PROVIDED DATA —
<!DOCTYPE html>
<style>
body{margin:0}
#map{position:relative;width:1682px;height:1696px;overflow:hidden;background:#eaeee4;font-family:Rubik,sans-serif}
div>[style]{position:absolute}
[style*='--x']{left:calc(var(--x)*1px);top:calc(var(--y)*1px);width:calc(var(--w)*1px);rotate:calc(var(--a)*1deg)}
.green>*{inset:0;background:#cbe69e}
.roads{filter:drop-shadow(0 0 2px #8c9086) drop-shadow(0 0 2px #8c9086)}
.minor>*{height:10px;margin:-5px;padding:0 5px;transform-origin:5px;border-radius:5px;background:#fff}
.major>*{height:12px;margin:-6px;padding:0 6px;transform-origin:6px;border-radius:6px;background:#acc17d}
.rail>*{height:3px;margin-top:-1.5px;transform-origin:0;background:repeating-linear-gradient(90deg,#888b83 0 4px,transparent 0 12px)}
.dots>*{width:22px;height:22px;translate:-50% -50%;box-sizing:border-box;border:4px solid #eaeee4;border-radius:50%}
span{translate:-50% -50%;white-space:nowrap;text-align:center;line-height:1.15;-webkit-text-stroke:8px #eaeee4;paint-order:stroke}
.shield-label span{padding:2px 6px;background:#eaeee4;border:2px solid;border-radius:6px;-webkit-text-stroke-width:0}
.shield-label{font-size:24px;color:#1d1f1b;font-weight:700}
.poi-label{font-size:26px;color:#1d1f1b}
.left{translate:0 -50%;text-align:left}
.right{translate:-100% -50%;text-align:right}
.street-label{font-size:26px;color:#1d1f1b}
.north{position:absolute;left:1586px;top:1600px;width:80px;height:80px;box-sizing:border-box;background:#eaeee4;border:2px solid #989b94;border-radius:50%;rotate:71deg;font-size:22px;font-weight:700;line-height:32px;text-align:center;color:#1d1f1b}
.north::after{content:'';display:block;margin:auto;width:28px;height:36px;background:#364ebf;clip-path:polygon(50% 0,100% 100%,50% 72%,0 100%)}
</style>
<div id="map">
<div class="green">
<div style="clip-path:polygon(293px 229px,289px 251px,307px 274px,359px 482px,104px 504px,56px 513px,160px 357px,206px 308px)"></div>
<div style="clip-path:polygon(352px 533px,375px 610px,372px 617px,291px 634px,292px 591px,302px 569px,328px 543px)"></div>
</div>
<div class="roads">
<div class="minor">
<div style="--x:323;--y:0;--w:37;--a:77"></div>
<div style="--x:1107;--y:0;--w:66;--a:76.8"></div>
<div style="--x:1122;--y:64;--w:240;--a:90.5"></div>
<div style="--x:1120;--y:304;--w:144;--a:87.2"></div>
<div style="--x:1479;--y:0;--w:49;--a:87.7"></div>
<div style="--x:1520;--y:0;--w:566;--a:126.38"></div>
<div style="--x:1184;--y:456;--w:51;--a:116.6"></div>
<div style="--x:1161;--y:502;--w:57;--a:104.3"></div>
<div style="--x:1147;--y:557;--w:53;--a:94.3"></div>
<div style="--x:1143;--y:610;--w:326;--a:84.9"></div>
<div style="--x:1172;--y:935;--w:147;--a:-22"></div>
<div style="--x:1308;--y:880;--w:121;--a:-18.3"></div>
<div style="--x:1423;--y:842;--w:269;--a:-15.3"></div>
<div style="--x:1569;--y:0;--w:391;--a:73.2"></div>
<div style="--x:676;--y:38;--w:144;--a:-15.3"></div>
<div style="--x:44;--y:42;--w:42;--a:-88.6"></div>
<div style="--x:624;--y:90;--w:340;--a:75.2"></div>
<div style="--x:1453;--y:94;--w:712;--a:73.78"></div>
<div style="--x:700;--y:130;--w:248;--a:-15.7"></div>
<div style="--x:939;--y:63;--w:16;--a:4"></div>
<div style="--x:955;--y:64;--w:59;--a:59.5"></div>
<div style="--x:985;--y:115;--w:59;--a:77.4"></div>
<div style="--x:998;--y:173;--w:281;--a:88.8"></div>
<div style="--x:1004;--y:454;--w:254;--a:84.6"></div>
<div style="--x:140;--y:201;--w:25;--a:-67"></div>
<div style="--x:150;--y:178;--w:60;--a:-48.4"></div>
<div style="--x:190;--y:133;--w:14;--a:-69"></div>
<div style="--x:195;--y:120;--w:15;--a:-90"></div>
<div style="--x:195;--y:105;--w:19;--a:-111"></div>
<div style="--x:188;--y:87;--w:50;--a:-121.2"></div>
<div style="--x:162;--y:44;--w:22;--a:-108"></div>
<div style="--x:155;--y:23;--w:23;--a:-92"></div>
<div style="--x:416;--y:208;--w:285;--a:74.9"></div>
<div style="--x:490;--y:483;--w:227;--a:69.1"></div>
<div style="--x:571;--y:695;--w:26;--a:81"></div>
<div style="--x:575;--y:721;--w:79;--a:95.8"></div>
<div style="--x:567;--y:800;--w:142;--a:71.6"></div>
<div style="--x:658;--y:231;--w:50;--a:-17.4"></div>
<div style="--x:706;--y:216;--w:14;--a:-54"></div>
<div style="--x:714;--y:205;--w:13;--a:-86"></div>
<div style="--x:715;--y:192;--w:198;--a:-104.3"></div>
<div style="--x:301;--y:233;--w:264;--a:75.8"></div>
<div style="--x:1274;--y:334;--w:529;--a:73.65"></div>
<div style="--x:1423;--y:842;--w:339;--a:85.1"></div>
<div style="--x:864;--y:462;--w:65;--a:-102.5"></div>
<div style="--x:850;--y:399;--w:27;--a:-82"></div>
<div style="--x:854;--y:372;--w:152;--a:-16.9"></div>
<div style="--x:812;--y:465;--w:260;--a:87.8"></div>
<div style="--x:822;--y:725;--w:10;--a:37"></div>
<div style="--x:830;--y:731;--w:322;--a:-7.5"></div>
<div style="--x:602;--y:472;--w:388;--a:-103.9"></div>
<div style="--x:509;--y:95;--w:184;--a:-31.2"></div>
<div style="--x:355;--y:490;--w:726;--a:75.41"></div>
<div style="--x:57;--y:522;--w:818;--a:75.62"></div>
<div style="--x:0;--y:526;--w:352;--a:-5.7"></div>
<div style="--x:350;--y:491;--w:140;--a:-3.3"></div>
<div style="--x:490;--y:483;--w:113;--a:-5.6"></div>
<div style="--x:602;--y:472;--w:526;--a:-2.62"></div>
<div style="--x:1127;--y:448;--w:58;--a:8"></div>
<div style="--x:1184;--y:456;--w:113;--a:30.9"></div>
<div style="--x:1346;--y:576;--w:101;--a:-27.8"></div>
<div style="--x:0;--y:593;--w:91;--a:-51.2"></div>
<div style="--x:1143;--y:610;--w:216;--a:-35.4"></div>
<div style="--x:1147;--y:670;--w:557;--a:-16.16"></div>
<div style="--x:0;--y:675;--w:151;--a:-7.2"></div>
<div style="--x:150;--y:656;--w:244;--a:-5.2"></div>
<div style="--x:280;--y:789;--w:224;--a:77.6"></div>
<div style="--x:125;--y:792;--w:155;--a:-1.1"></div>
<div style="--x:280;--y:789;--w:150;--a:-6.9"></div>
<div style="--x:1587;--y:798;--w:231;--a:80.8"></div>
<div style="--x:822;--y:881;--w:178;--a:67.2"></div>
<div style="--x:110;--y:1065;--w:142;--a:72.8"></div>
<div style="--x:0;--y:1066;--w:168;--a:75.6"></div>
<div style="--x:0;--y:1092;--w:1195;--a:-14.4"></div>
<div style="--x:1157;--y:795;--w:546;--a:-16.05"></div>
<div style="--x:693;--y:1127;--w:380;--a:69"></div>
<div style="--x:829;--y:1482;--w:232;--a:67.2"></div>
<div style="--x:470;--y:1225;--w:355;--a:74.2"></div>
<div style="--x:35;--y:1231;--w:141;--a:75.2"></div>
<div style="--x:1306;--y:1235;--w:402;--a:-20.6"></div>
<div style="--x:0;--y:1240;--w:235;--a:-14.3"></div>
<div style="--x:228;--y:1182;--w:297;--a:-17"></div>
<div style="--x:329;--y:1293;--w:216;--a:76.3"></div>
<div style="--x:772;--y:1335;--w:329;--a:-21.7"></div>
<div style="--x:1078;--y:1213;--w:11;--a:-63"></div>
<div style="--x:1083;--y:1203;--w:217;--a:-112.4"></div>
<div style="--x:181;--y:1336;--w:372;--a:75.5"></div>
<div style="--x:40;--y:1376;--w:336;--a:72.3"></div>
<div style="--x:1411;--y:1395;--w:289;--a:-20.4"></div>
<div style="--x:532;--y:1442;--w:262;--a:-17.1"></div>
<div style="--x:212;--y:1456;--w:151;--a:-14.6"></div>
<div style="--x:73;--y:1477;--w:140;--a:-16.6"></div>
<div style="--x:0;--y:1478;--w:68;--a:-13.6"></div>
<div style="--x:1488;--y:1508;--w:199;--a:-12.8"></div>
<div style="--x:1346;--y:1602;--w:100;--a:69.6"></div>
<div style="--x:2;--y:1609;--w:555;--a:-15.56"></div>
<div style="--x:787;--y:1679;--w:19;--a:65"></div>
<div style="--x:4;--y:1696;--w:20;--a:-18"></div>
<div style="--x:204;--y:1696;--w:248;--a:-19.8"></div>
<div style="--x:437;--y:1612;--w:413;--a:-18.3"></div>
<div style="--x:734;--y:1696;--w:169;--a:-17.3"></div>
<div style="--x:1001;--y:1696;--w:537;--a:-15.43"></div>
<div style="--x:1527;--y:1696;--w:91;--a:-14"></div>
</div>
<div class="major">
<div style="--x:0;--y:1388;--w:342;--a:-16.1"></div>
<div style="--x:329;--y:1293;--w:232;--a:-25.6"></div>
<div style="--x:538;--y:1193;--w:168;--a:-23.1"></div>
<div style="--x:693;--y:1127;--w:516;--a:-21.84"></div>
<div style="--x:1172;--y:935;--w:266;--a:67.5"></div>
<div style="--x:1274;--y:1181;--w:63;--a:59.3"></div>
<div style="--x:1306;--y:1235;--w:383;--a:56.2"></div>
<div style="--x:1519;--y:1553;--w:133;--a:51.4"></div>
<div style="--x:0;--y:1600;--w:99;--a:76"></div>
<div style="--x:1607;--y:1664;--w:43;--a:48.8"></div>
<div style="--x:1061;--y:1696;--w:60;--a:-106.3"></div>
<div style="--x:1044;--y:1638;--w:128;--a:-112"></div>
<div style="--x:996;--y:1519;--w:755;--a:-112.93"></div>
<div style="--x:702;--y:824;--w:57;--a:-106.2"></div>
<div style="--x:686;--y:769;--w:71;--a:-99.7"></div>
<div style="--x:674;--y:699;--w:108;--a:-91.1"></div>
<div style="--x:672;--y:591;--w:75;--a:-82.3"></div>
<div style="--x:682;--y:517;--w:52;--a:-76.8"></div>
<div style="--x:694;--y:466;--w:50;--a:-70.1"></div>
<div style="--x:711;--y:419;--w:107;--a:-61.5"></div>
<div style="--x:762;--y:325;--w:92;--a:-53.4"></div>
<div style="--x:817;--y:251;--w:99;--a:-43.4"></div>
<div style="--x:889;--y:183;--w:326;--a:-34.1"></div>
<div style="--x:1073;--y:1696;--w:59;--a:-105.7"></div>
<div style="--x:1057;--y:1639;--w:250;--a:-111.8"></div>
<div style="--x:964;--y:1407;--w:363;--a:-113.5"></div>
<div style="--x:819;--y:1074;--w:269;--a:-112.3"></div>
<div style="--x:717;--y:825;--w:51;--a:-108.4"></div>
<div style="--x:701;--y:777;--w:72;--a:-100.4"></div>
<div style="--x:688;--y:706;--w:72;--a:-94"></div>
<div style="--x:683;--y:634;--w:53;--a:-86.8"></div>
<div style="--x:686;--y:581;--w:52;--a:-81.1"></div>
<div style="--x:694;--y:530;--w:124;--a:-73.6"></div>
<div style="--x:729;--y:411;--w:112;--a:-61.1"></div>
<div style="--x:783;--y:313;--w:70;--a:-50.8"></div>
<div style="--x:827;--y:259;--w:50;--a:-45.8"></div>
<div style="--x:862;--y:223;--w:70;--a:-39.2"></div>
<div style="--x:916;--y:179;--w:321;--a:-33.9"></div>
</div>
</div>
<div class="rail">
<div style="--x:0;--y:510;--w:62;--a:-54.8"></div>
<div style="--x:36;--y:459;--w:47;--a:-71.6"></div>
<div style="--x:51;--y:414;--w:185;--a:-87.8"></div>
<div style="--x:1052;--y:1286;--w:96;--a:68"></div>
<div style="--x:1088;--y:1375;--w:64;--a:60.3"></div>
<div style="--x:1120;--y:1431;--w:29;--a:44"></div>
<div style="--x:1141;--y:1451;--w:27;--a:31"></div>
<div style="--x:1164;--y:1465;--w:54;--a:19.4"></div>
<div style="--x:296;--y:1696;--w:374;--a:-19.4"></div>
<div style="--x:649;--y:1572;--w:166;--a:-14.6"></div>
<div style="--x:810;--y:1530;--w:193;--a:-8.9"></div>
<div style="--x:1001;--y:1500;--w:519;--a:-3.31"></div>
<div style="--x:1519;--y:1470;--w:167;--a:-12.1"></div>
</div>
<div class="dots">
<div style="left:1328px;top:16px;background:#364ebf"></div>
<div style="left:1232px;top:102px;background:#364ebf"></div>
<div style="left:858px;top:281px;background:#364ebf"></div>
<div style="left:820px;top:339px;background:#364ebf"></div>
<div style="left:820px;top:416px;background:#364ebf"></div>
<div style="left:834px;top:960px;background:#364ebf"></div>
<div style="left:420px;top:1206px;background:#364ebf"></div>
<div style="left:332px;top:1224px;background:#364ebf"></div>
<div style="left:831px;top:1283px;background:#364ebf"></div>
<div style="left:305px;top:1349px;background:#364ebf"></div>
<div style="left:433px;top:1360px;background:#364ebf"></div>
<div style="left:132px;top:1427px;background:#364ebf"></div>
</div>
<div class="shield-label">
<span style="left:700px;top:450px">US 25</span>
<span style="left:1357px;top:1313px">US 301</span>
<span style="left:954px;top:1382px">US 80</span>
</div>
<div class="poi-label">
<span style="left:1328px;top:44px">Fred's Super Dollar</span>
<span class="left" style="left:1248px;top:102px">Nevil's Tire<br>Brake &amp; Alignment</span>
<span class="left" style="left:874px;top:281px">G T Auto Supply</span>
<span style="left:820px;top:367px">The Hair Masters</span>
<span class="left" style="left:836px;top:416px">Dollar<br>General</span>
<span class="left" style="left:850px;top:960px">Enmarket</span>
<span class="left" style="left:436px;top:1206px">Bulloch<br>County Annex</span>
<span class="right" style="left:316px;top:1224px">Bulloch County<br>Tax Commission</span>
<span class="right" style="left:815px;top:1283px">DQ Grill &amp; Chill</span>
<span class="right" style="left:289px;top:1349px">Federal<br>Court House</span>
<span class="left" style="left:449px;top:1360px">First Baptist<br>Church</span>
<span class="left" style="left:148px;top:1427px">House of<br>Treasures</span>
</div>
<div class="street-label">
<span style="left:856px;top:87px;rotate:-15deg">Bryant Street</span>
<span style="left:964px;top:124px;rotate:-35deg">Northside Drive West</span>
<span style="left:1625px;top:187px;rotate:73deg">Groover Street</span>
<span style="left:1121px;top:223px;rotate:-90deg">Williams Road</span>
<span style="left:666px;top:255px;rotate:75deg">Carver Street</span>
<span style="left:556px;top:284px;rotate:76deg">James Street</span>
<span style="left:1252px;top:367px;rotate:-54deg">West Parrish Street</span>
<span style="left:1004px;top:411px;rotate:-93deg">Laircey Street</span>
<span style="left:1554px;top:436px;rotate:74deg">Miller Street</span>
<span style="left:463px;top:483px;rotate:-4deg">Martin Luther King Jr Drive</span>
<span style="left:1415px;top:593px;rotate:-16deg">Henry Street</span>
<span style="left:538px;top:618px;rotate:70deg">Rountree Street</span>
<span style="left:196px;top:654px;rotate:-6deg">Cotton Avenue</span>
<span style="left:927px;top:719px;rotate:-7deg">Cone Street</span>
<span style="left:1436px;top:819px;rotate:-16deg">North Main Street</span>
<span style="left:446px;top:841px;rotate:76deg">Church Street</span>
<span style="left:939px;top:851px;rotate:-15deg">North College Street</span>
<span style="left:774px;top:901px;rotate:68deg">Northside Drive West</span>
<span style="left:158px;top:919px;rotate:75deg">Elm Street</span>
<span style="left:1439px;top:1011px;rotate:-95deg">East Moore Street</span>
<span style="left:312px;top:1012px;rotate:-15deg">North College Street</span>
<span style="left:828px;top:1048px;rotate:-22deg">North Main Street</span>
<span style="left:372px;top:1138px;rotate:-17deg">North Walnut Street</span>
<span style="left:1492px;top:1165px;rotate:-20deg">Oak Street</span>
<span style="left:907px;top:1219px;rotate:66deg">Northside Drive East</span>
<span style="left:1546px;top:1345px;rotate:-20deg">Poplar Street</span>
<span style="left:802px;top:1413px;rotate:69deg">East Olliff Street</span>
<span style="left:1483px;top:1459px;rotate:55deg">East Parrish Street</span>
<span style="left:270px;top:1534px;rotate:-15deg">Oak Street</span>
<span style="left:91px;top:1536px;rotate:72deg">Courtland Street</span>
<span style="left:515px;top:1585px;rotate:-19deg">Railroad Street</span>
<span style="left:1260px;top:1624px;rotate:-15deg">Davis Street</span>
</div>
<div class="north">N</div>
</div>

EXERCISE — All lines above that include the word "roads" should be located and copied.

RESPONSE AREA —
.roads{filter:drop-shadow(0 0 2px #8c9086) drop-shadow(0 0 2px #8c9086)}
<div class="roads">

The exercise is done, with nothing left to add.